**ACTIVITY:** Across the entries below, determine how many lines include the word "hidden". State only the resulting number.

**DATASET CONTENT:**
*****

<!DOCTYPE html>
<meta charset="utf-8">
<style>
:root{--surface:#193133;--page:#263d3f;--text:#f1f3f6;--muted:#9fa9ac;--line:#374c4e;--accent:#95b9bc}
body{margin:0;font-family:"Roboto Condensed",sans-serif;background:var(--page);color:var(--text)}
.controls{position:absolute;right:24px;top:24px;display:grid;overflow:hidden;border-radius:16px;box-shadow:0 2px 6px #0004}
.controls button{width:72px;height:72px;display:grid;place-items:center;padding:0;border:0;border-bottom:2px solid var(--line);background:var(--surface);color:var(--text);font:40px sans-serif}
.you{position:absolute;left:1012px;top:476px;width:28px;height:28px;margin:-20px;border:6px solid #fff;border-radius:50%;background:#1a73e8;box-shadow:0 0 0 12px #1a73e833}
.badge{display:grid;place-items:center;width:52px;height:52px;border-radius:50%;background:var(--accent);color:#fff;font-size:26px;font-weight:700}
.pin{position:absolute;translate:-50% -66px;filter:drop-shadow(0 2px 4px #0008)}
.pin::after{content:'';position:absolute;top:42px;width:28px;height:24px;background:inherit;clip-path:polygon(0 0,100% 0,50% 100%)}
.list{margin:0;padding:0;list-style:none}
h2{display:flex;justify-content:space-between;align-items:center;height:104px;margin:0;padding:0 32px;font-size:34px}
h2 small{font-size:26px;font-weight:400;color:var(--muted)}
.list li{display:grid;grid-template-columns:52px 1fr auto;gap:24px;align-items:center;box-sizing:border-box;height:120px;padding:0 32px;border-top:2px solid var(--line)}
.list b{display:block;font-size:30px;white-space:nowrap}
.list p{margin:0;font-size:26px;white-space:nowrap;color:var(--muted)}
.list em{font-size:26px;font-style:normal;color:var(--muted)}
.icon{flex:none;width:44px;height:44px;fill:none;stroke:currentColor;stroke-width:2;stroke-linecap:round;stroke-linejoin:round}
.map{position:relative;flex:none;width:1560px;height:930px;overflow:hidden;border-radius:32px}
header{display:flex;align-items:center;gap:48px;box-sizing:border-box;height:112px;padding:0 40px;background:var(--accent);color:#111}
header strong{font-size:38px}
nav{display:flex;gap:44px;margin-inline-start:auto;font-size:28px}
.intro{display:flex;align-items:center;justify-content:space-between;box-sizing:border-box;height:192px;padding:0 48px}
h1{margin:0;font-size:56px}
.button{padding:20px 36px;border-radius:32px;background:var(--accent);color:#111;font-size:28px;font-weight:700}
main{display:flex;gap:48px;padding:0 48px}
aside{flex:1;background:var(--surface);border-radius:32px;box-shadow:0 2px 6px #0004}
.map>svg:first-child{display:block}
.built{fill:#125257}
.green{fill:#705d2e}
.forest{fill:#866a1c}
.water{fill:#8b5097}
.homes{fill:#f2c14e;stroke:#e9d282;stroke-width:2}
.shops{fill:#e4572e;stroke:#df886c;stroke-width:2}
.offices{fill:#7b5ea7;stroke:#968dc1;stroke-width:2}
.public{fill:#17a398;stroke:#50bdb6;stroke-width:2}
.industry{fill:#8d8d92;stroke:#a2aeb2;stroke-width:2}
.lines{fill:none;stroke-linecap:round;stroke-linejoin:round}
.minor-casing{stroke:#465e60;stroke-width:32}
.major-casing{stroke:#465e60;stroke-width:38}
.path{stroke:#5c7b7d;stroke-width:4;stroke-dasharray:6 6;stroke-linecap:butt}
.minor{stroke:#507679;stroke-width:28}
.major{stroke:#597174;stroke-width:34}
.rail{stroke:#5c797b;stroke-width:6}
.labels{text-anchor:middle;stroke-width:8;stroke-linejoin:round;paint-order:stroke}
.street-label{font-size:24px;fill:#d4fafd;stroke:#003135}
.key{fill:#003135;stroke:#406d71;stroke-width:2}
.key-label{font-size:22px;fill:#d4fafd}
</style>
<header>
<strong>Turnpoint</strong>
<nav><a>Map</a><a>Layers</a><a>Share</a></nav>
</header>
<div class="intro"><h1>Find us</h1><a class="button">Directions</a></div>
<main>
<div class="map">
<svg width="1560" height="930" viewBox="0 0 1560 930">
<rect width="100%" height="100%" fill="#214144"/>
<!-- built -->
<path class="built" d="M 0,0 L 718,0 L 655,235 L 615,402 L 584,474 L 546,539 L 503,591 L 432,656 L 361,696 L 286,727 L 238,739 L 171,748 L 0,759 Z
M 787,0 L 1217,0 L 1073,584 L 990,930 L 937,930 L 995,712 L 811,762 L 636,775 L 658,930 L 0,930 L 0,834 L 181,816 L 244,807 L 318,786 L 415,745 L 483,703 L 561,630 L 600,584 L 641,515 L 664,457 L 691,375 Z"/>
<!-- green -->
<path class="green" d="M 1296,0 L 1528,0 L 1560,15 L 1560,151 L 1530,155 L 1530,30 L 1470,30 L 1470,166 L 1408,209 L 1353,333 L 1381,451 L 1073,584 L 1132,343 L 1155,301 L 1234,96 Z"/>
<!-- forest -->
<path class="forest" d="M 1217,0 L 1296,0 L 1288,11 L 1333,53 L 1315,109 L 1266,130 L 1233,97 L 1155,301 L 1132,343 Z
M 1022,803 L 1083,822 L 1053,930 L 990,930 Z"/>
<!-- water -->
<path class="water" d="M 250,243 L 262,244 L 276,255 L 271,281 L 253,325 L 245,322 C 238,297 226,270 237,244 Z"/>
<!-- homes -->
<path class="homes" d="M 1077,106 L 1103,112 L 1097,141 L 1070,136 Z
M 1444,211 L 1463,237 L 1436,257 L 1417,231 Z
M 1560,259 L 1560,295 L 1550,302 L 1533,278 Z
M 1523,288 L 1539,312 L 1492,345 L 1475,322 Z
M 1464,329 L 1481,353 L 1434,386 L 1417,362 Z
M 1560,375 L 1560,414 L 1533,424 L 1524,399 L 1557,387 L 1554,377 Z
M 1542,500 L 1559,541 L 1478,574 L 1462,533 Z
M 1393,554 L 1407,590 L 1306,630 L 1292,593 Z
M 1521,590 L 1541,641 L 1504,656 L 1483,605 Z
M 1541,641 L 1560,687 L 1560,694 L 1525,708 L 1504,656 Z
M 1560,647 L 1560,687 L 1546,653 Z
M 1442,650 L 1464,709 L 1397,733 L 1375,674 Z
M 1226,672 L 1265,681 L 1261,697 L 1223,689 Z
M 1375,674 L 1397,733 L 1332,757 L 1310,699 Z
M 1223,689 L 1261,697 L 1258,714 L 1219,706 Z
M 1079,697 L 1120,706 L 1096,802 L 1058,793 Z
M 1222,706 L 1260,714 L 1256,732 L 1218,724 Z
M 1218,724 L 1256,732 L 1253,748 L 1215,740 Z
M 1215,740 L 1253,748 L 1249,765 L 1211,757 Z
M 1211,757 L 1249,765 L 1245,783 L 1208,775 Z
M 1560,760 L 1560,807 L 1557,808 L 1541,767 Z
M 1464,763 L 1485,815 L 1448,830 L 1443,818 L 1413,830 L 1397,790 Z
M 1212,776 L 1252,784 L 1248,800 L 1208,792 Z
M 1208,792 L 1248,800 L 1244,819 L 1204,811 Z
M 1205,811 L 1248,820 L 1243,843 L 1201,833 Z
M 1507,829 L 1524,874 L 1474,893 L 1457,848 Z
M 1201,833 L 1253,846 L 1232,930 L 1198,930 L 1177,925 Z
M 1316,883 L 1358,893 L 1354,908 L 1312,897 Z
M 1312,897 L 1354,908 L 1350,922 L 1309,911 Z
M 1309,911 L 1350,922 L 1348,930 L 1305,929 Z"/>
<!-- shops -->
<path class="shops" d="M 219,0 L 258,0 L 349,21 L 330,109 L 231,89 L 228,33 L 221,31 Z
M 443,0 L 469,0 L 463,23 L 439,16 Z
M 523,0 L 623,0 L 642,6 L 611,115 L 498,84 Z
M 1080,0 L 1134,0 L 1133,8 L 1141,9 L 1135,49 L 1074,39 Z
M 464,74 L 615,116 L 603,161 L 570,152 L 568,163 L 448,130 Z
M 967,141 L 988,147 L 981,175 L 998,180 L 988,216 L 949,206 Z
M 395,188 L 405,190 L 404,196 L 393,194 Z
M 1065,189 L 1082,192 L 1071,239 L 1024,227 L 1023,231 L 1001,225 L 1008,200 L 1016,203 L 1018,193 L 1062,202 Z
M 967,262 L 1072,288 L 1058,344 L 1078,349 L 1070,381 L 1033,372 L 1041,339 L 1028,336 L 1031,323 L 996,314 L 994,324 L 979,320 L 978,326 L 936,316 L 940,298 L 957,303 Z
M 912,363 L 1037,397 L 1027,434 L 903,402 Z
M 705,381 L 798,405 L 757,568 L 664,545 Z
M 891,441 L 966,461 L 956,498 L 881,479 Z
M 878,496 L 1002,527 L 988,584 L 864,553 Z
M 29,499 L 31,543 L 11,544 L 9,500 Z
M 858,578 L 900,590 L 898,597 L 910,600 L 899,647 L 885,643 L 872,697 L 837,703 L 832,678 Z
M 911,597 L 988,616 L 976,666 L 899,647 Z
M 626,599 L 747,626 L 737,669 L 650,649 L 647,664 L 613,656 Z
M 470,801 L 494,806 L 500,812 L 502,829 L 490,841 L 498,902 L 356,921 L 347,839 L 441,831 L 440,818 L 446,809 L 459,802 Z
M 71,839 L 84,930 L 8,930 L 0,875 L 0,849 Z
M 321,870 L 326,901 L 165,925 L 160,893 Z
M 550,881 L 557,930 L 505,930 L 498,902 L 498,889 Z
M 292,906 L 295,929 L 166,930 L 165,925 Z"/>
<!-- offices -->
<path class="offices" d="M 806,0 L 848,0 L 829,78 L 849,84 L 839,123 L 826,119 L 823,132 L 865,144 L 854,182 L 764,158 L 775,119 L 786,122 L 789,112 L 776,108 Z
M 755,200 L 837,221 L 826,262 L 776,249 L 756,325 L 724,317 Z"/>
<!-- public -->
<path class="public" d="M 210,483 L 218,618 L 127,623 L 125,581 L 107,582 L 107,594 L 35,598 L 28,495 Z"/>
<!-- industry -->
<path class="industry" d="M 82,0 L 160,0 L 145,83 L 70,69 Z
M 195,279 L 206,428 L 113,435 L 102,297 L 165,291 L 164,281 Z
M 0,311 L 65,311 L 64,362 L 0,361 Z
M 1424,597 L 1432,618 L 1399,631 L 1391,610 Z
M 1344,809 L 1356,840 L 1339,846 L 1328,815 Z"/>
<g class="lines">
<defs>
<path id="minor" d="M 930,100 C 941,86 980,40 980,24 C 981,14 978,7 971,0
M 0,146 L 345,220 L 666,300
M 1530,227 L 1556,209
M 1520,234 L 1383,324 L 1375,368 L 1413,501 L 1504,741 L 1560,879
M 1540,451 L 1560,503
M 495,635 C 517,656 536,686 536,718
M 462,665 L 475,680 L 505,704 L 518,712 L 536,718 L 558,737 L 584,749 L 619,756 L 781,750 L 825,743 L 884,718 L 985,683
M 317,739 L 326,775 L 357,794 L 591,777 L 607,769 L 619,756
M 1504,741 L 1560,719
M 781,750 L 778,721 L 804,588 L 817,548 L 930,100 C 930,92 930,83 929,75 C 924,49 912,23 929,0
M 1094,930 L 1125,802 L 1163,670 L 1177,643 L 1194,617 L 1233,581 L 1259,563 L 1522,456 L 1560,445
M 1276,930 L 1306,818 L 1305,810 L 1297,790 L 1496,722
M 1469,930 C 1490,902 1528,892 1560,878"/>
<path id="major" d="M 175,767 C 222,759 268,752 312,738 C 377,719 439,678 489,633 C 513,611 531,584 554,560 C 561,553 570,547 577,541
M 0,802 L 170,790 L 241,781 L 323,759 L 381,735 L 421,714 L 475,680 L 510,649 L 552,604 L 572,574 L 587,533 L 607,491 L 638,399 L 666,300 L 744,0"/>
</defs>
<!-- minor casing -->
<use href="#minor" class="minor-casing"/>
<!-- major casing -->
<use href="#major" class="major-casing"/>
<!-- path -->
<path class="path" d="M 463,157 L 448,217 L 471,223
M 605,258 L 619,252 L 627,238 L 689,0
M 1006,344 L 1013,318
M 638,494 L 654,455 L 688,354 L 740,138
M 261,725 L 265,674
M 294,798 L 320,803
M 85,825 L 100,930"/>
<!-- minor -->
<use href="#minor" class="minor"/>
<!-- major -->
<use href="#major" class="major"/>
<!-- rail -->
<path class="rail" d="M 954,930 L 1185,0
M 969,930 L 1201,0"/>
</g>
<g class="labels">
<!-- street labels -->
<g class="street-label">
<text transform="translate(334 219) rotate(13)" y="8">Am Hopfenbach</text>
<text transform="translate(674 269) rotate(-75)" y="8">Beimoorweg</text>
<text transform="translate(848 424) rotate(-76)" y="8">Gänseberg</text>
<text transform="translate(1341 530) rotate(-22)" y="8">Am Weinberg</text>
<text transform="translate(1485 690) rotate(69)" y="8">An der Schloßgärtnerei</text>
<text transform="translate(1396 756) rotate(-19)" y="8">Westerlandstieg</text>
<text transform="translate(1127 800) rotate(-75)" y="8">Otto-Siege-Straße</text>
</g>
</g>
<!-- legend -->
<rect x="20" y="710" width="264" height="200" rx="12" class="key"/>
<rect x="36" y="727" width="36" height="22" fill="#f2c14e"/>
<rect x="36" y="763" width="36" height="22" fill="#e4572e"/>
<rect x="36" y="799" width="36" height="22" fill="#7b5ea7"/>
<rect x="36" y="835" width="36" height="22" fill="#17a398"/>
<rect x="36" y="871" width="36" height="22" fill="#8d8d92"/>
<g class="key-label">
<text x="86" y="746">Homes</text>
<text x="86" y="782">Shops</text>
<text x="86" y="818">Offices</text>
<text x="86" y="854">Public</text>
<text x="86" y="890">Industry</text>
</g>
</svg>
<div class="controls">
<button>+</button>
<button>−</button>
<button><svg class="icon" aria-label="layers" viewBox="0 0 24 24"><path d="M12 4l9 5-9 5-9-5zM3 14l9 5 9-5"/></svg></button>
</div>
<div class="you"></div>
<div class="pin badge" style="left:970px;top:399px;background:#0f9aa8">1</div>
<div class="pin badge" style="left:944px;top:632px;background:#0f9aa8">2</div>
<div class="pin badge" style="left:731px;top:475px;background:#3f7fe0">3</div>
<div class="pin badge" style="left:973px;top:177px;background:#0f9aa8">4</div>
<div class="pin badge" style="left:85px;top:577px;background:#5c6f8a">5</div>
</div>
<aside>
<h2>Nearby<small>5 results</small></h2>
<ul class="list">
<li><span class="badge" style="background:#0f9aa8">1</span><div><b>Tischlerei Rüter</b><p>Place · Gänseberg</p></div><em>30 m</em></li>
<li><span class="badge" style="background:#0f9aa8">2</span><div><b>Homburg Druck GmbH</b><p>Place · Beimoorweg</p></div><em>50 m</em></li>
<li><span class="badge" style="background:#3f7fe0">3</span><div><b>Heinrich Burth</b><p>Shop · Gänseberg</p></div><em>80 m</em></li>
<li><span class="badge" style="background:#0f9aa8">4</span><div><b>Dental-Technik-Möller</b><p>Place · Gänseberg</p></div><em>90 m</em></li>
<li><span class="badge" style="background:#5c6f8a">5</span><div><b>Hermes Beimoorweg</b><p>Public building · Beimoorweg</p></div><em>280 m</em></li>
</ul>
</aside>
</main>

*****

**ANSWER FOR THIS EXERCISE:** 2